What happens under the hood

  1. Discover trace IDs — lists all root runs in the project and collects their trace_id values. This is necessary because child runs (LLM calls, tool calls) don’t carry thread_id metadata, so filtering by thread ID alone would miss them.
  2. Trigger bulk export — sends a POST to the LangSmith bulk exports API with an in(trace_id, [...]) filter, which captures the full run tree for each conversation (parents and all children).
  3. Poll for completion — the export job runs asynchronously.

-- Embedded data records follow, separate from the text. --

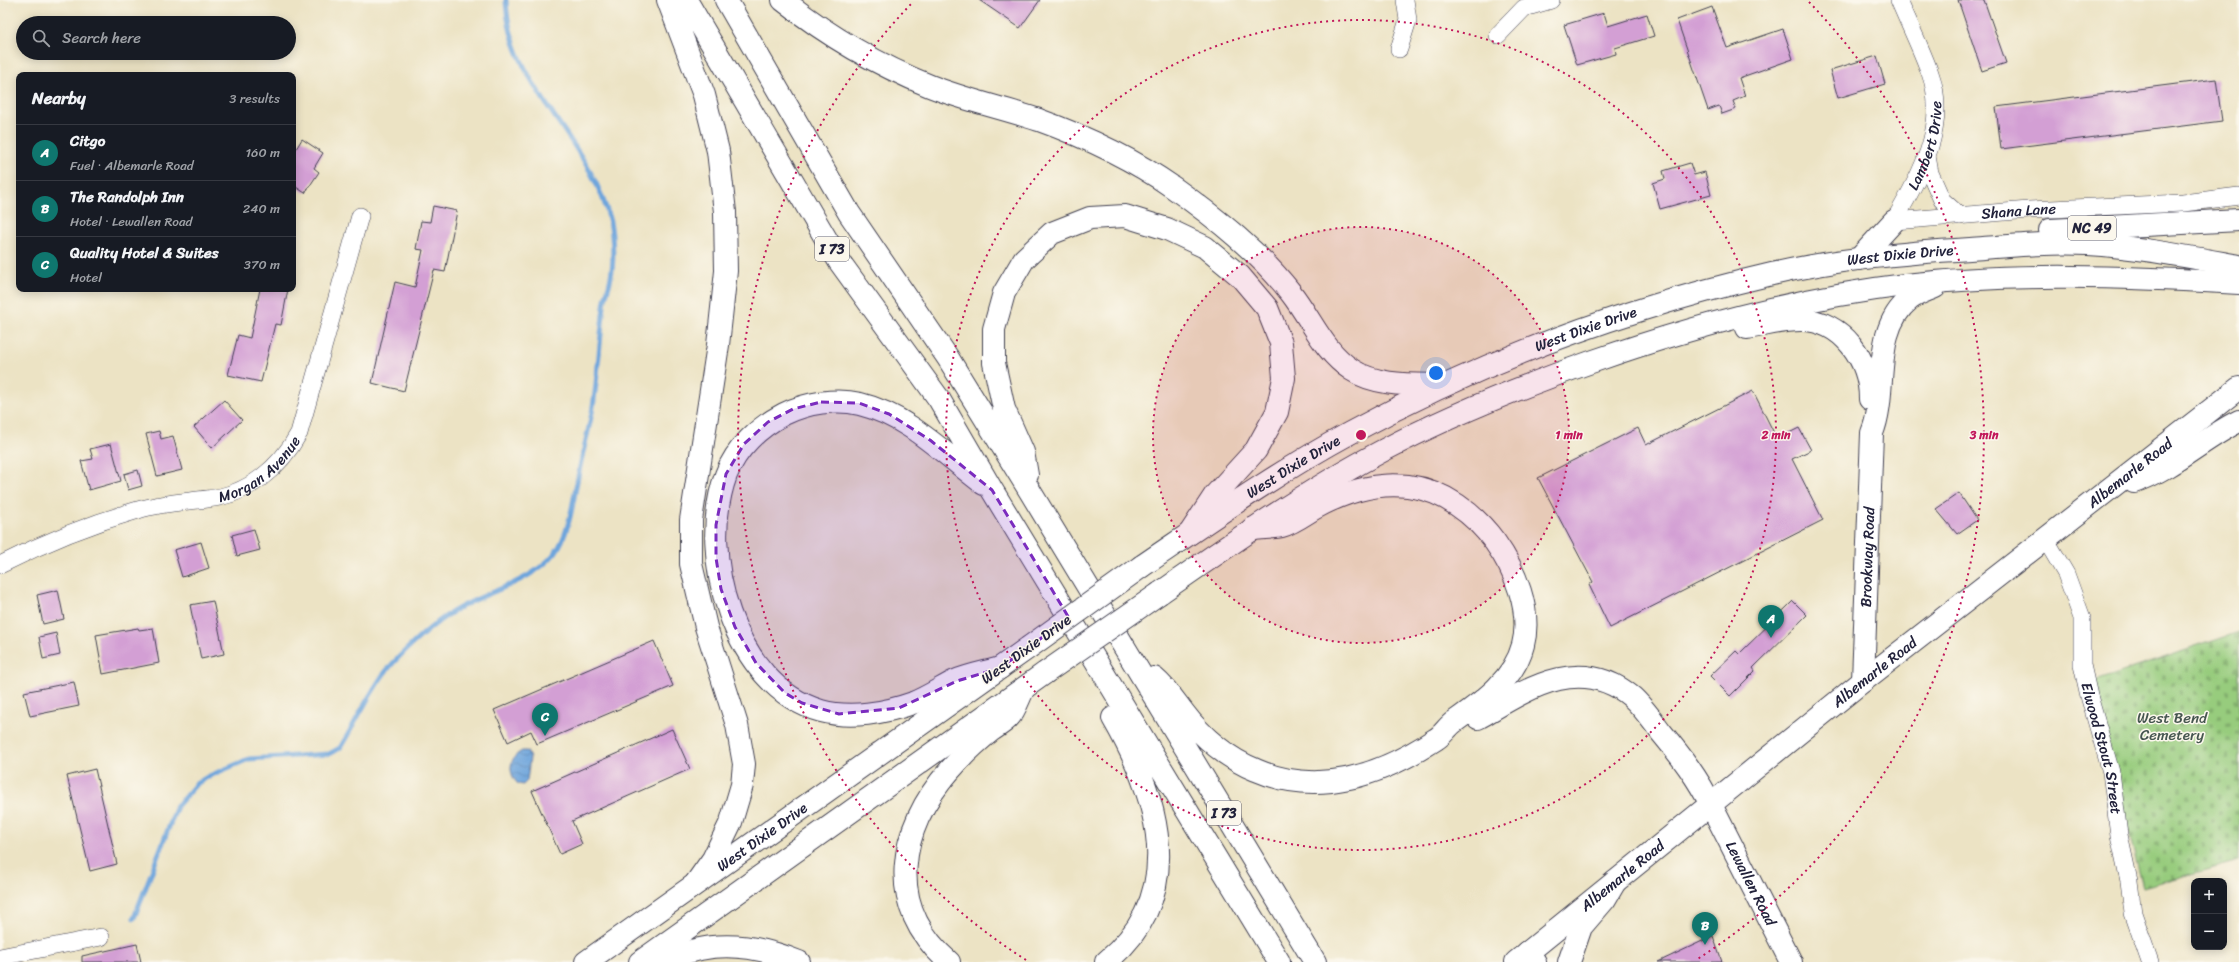 <!DOCTYPE html>
<meta charset="utf-8">
<style>
body{margin:0;font-family:Sriracha,sans-serif;background:#242831;color:#f1f3f6}
.controls{position:absolute;right:12px;bottom:12px;display:grid;overflow:hidden;border-radius:8px;box-shadow:0 2px 10px #0003}
.controls button{width:36px;height:36px;display:grid;place-items:center;padding:0;border:0;border-bottom:1px solid #363941;background:#171b24;color:#f1f3f6;font:20px sans-serif}
.you{position:absolute;left:1436px;top:373px;width:14px;height:14px;margin:-10px;border:3px solid #fff;border-radius:50%;background:#1a73e8;box-shadow:0 0 0 6px #1a73e833}
.badge{display:grid;place-items:center;width:26px;height:26px;border-radius:50%;background:#0f766e;color:#fff;font-size:13px;font-weight:700}
.pin{position:absolute;translate:-50% -33px;filter:drop-shadow(0 1px 2px #0008)}
.pin::after{content:'';position:absolute;top:21px;width:14px;height:12px;background:inherit;clip-path:polygon(0 0,100% 0,50% 100%)}
.list{margin:0;padding:0;list-style:none}
h2{display:flex;justify-content:space-between;align-items:center;height:52px;margin:0;padding:0 16px;font-size:17px}
h2 small{font-size:13px;font-weight:400;color:#9ea1a6}
.list li{display:grid;grid-template-columns:26px 1fr auto;gap:12px;align-items:center;box-sizing:border-box;height:56px;padding:0 16px;border-top:1px solid #363941}
.list b{display:block;font-size:15px;white-space:nowrap}
.list p{margin:0;font-size:13px;white-space:nowrap;color:#9ea1a6}
.list em{font-size:13px;font-style:normal;color:#9ea1a6}
.icon{flex:none;width:22px;height:22px;fill:none;stroke:currentColor;stroke-width:2;stroke-linecap:round;stroke-linejoin:round}
.map{position:relative;flex:none;width:2239px;height:962px;overflow:hidden}
.search{position:absolute;background:#171b24;box-shadow:0 2px 10px #0003;left:16px;top:16px;width:280px;height:44px;display:flex;align-items:center;gap:10px;box-sizing:border-box;padding:0 14px;border-radius:22px;color:#9ea1a6;font-size:15px}
.panel{position:absolute;background:#171b24;box-shadow:0 2px 10px #0003;left:16px;top:72px;width:280px;height:220px;border-radius:8px}
.map>svg:first-child{display:block}
</style>
<div class="map">
<svg width="2239" height="962" viewBox="0 0 2239 962">
<defs>
<pattern id="cemetery-stones" width="16" height="16" patternUnits="userSpaceOnUse"><rect width="16" height="16" fill="#97cc7d"/><path d="M2 7V4a2 2 0 0 1 4 0v3zM10 15v-3a2 2 0 0 1 4 0v3z" fill="#82af6d"/></pattern>
<pattern id="water-waves" width="16" height="10" patternUnits="userSpaceOnUse"><rect width="16" height="10" fill="#6ea5dc"/><path d="M0 5q4-4 8 0t8 0" fill="none" stroke="#5a86b4"/></pattern>
</defs>
<rect width="100%" height="100%" fill="#fbf7ec"/>
<filter id="ink" filterUnits="userSpaceOnUse"><feTurbulence type="fractalNoise" baseFrequency=".025" numOctaves="2"/><feDisplacementMap in="SourceGraphic" scale="8" xChannelSelector="R" yChannelSelector="G"/><feConvolveMatrix kernelMatrix="1 2 1 2 8 2 1 2 1" color-interpolation-filters="sRGB"/></filter>
<filter id="wash" filterUnits="userSpaceOnUse"><feTurbulence type="fractalNoise" baseFrequency=".012" numOctaves="4" result="noise"/><feDisplacementMap in="SourceGraphic" scale="16" xChannelSelector="R" yChannelSelector="G"/><feGaussianBlur stdDeviation="0.9" result="paint"/><feColorMatrix in="noise" values="0 0 0 0 0 0 0 0 0 0 0 0 0 0 0 0 0 1.4 0 .05"/><feComposite in="paint" operator="in"/></filter>
<g filter="url(#wash)">
<rect width="100%" height="100%" fill="#ece3c4"/>
<path fill="url(#cemetery-stones)" stroke="#5c775c" d="M2239,632V861L2143,887L2090,683Z"/>
<path fill="url(#water-waves)" stroke="#48648c" d="M522,751H527L530,758L527,781L523,785L518,784C508,774 508,758 522,751Z"/>
<g fill="none" stroke-linecap="round" stroke-linejoin="round">
<path stroke="#6ea5dc" stroke-width="5" d="M134,918L177,806L196,784L209,776L249,759L329,754L340,748C354,725 366,700 381,678C395,658 434,622 456,610C488,590 530,584 555,553C570,533 573,500 578,477C582,453 589,431 593,407C598,374 600,339 604,306C605,295 610,286 611,276C614,263 613,235 610,222C592,141 509,87 506,0"/>
</g>
<g id="blocks">
<path fill="#d39fd4" d="M979,0H1040L1020,28Z
M1958,0H1984L2006,63L1982,71Z
M1712,7L1727,48L1783,29L1793,59L1739,78L1745,96L1733,101L1736,109L1722,114L1719,106L1708,110L1677,20Z
M1604,13L1608,26L1647,14L1654,36L1615,48L1616,54L1577,65L1564,25Z
M1877,56L1885,84L1838,98L1830,70Z
M2216,79L2222,121L2001,149L1996,107Z
M302,139L323,153L314,168L319,172L305,193L293,185V154Z
M1690,163L1694,175L1705,172L1711,195L1660,209L1653,183L1665,179L1663,171Z
M433,206L457,211L445,272L434,270L404,391L372,383L395,282L415,287L423,250L416,249L421,221L430,222Z
M260,289H288L281,325L275,324L261,382L228,375L238,335L250,338Z
M1753,391L1777,439L1799,428L1811,450L1792,459L1823,520L1610,628L1589,585L1593,582L1538,478L1638,428L1646,445Z
M224,400L242,420L212,448L194,427Z
M159,431L161,439L173,436L182,470L157,476L146,434Z
M111,444L121,481L89,490L81,461L93,459L90,449Z
M138,470L142,486L128,490L124,474Z
M1959,493L1977,520L1957,534L1936,509Z
M254,529L260,550L237,556L232,535Z
M201,542L209,568L182,577L174,550Z
M58,590L64,619L43,624L37,595Z
M213,601L224,654L201,659L190,605Z
M1793,601L1807,615L1753,668L1755,671L1730,696L1710,676L1736,651L1739,654Z
M138,628L139,630L153,628L159,663L103,674L96,635Z
M56,633L60,655L43,659L39,637Z
M654,641L673,686L537,744L531,731L508,742L494,710Z
M74,682L79,706L30,716L24,692Z
M672,729L690,769L572,821L582,844L560,854L532,791Z
M95,769L117,864L90,871L67,776Z
M1713,936L1722,962H1658Z
M137,944L141,962H82V956Z"/>
</g>
</g>
<g filter="url(#ink)">
<use href="#blocks" fill-opacity="0" stroke="#403f50" stroke-width="1"/>
<g fill="none" stroke-linecap="round" stroke-linejoin="round">
<g stroke="#403f50" stroke-width="18">
<g id="minor">
<path d="M1498,35L1524,8L1551,0"/>
<path d="M1399,49L1408,20L1405,0"/>
<path d="M1927,156L1930,173L1942,200L1960,216"/>
<path id="s1" d="M1894,221L2029,210L2183,203L2239,196"/>
<path id="s2" d="M1894,221C1920,177 1949,125 1930,73C1921,48 1909,24 1899,0"/>
<path id="s3" d="M2046,540L2066,574L2082,618V665L2089,696L2111,772L2119,835L2129,881L2133,913L2150,962"/>
<path id="s4" d="M0,565C45,542 89,524 138,510C161,503 183,502 207,499C248,495 280,468 299,433L360,216"/>
<path d="M0,957L101,937"/>
</g>
</g>
<g stroke="#403f50" stroke-width="24">
<g id="tertiary">
<path id="s5" d="M1711,805L1791,962"/>
</g>
</g>
<g stroke="#403f50" stroke-width="24">
<g id="primary">
<path d="M2050,230L2239,220"/>
<path d="M1859,259L1894,221"/>
<path d="M1747,328C1765,325 1783,320 1801,320C1843,320 1870,361 1870,399"/>
<path d="M2134,482C2172,469 2203,439 2239,421"/>
<path id="s6" d="M1142,566C1210,520 1278,472 1350,433C1482,361 1626,308 1772,274C1837,259 1904,253 1970,249C2009,246 2049,242 2088,244C2138,247 2189,257 2239,266"/>
<path d="M1160,593C1233,542 1306,491 1384,450C1450,415 1520,387 1591,362C1693,326 1797,298 1905,285C2015,272 2128,277 2239,283"/>
<path id="s7" d="M1863,681L1872,433C1889,391 1870,331 1910,299C1918,293 1926,291 1935,287"/>
<path id="s8" d="M586,962L1028,648"/>
<path d="M640,962L1045,673"/>
<path id="s9" d="M1516,962L1863,681L2239,388"/>
</g>
</g>
<g stroke="#403f50" stroke-width="24">
<path id="motorway" d="M668,0L704,95L718,151L725,212L726,271L718,345L691,520V564L706,627L737,725L744,764L742,785L731,822L713,859L696,883
M686,0L839,261L939,399L992,490L1279,962
M726,0L849,213L948,358L1028,488L1315,962
M783,0C827,35 878,65 930,86C965,100 1003,108 1039,120C1086,137 1133,159 1174,188C1216,218 1259,252 1291,293C1312,320 1323,351 1352,370C1378,387 1416,384 1445,385
M1027,475L1023,452L1004,409L994,363V329L1004,293L1024,259L1052,233L1090,218L1125,216L1167,229L1205,247L1240,276L1267,308L1281,343L1284,378L1277,412L1256,450L1215,495L1190,533
M984,484C945,455 909,416 860,404C836,398 806,403 784,414C759,427 736,448 726,475C697,553 733,686 821,711C850,719 885,713 913,703C928,697 941,688 955,681C969,675 986,672 1000,668
M1154,678C1167,689 1174,700 1184,713C1202,737 1228,759 1256,770C1318,797 1382,775 1436,739C1443,735 1447,727 1454,722C1482,702 1514,680 1523,645C1532,610 1515,570 1495,542C1475,514 1443,490 1408,486C1375,482 1344,492 1315,508C1305,514 1293,523 1282,526C1272,528 1262,528 1252,529
M1478,718C1526,690 1579,653 1632,697C1643,707 1652,720 1661,732C1680,755 1698,778 1711,805
M1528,952L1535,962
M665,962C708,938 755,944 799,962
M949,962C884,906 898,829 950,770C963,755 977,742 992,730C998,726 1005,722 1009,717C1015,711 1019,698 1023,690
M1106,962C1189,894 1159,798 1113,718
M1569,962L1581,927L1605,899L1615,882"/>
</g>
<use href="#minor" stroke="#fff" stroke-width="17"/>
<use href="#tertiary" stroke="#fff" stroke-width="22"/>
<use href="#primary" stroke="#fff" stroke-width="22"/>
<use href="#motorway" stroke="#fff" stroke-width="22"/>
<g stroke="#403f50" stroke-width="24" stroke-linecap="butt">
<path id="primary-bridge" d="M1028,648L1142,566
M1045,673L1160,593"/>
</g>
<use href="#primary-bridge" stroke="#fff" stroke-width="22"/>
</g>
</g>
<path fill="#7b2cbf" fill-opacity="0.2" stroke="#7b2cbf" stroke-width="3" stroke-dasharray="8 5" stroke-linejoin="round" d="M821,402L859,403L889,414L930,440L992,490L1069,618L1000,668L957,681L899,708L839,714L802,703L785,693L756,663L735,627L721,589L716,558V525L726,474L744,444L768,422L793,409Z"/>
<circle cx="1361" cy="435" r="208" fill="#c2185b" fill-opacity=".12"/>
<g fill="none" stroke="#c2185b" stroke-width="2" stroke-dasharray="2 4">
<circle cx="1361" cy="435" r="208"/>
<circle cx="1361" cy="435" r="415"/>
<path d="M1026 960A623 623 0 0 1 913 2M1809 2A623 623 0 0 1 1696 960"/>
</g>
<g text-anchor="middle" stroke-width="3" stroke-linejoin="round" paint-order="stroke">
<g fill="#fbf7ec" stroke="#636270" stroke-width="1">
<rect x="2068" y="216" width="48" height="24" rx="3"/>
<rect x="815" y="237" width="34" height="24" rx="3"/>
<rect x="1207" y="801" width="34" height="24" rx="3"/>
</g>
<g font-size="14" font-weight="bold" fill="#22223b">
<text x="2092" y="233">NC 49</text>
<text x="832" y="254">I 73</text>
<text x="1224" y="818">I 73</text>
</g>
<g font-size="15" fill="#22223b" stroke="#fbf7ec">
<text dy="5" stroke="none"><textPath href="#s2" startOffset="83">Lambert Drive</textPath></text>
<text dy="5" stroke="none"><textPath href="#s1" startOffset="125">Shana Lane</textPath></text>
<text dy="5" stroke="none"><textPath href="#s6" startOffset="829">West Dixie Drive</textPath></text>
<text dy="5" stroke="none"><textPath href="#s6" startOffset="505">West Dixie Drive</textPath></text>
<text dy="5" stroke="none"><textPath href="#s4" startOffset="281">Morgan Avenue</textPath></text>
<text dy="5" stroke="none"><textPath href="#s6" startOffset="181">West Dixie Drive</textPath></text>
<text dy="5" stroke="none"><textPath href="#s9" startOffset="785">Albemarle Road</textPath></text>
<text dy="5" stroke="none"><textPath href="#s7" startOffset="124">Brookway Road</textPath></text>
<text transform="translate(1026 649) rotate(-36)" y="5">West Dixie Drive</text>
<text dy="5" stroke="none"><textPath href="#s9" startOffset="461">Albemarle Road</textPath></text>
<text dy="5" stroke="none"><textPath href="#s3" startOffset="219">Elwood Stout Street</textPath></text>
<text dy="5" stroke="none"><textPath href="#s8" startOffset="216">West Dixie Drive</textPath></text>
<text dy="5" stroke="none"><textPath href="#s9" startOffset="137">Albemarle Road</textPath></text>
<text dy="5" stroke="none"><textPath href="#s5" startOffset="88">Lewallen Road</textPath></text>
</g>
<g font-size="15" fill="#45554f" stroke="#fbf7ec">
<text x="2172" y="723">West Bend<tspan x="2172" dy="17">Cemetery</tspan></text>
</g>
</g>
<circle cx="1361" cy="435" r="6" fill="#c2185b" stroke="#fbf7ec" stroke-width="2"/>
<g font-size="12" text-anchor="middle" font-weight="bold" fill="#c2185b" stroke="#fbf7ec" stroke-width="3" stroke-linejoin="round" paint-order="stroke">
<text x="1569" y="439">1 min</text>
<text x="1776" y="439">2 min</text>
<text x="1984" y="439">3 min</text>
</g>
</svg>
<div class="controls">
<button>+</button>
<button>−</button>
</div>
<div class="you"></div>
<div class="pin badge" style="left:1771px;top:638px">A</div>
<div class="pin badge" style="left:1705px;top:945px">B</div>
<div class="pin badge" style="left:545px;top:736px">C</div>
<div class="search"><svg class="icon" aria-label="search" viewBox="0 0 24 24"><circle cx="10" cy="10" r="6"/><path d="M15 15l6 6"/></svg>Search here</div>
<section class="panel">
<h2>Nearby<small>3 results</small></h2>
<ul class="list">
<li><span class="badge">A</span><div><b>Citgo</b><p>Fuel · Albemarle Road</p></div><em>160 m</em></li>
<li><span class="badge">B</span><div><b>The Randolph Inn</b><p>Hotel · Lewallen Road</p></div><em>240 m</em></li>
<li><span class="badge">C</span><div><b>Quality Hotel &amp; Suites</b><p>Hotel</p></div><em>370 m</em></li>
</ul>
</section>
</div>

The SDK polls every 5 seconds until it completes (typically 1-2 minutes).
  4. Download parquet — fetches the exported parquet file from the configured GCS destination bucket.
  5. Parse into Trajectories — groups runs by conversation_id (from metadata) or trace_id, builds run trees, extracts messages, and constructs Trajectory objects using multiprocessing for speed.

Time-Scoped Export

Export only recent conversations by passing the since parameter:
from datetime import timedelta

# Export conversations from the last hour
trajectories = tj.import_conversations(bulk=True, since=timedelta(hours=1))
You can also pass an absolute datetime:
from datetime import datetime

trajectories = tj.import_conversations(
    bulk=True,
    since=datetime(2025, 3, 1),
)
When since is omitted, the SDK exports all conversations in the project.

From a Local Parquet File

If you already have a parquet file (e.g. from a previous export or manual download), you can skip the export steps:
import trajectory_sdk as tj

tj.init(
    provider="langsmith",
    project_id="your-project-id",
)

trajectories = tj.import_conversations(
    bulk=True,
    source="./langsmith_export.parquet",
)

tj.save(trajectories, "./exports")
No workspace_id or destination_id is needed when providing a local file.

Upload

After importing, upload trajectories to the Trajectory platform:
tj.upload(trajectories, dataset="my_dataset")
trajectory_api_key must be set in tj.init() (or via the TRAJECTORY_API_KEY env var) for upload to work.

Limits and Caveats

  • The LangSmith bulk export API has a maximum of 100 runs per page when listing root runs. The SDK auto-paginates through all pages.
  • Export jobs are asynchronous and typically take 1-2 minutes to complete.
  • The destination_id must point to a GCS bucket that your service account can read from.
  • Empty conversations (root runs with no child LLM/tool runs) produce Trajectories with 0 steps. The upload step automatically skips these.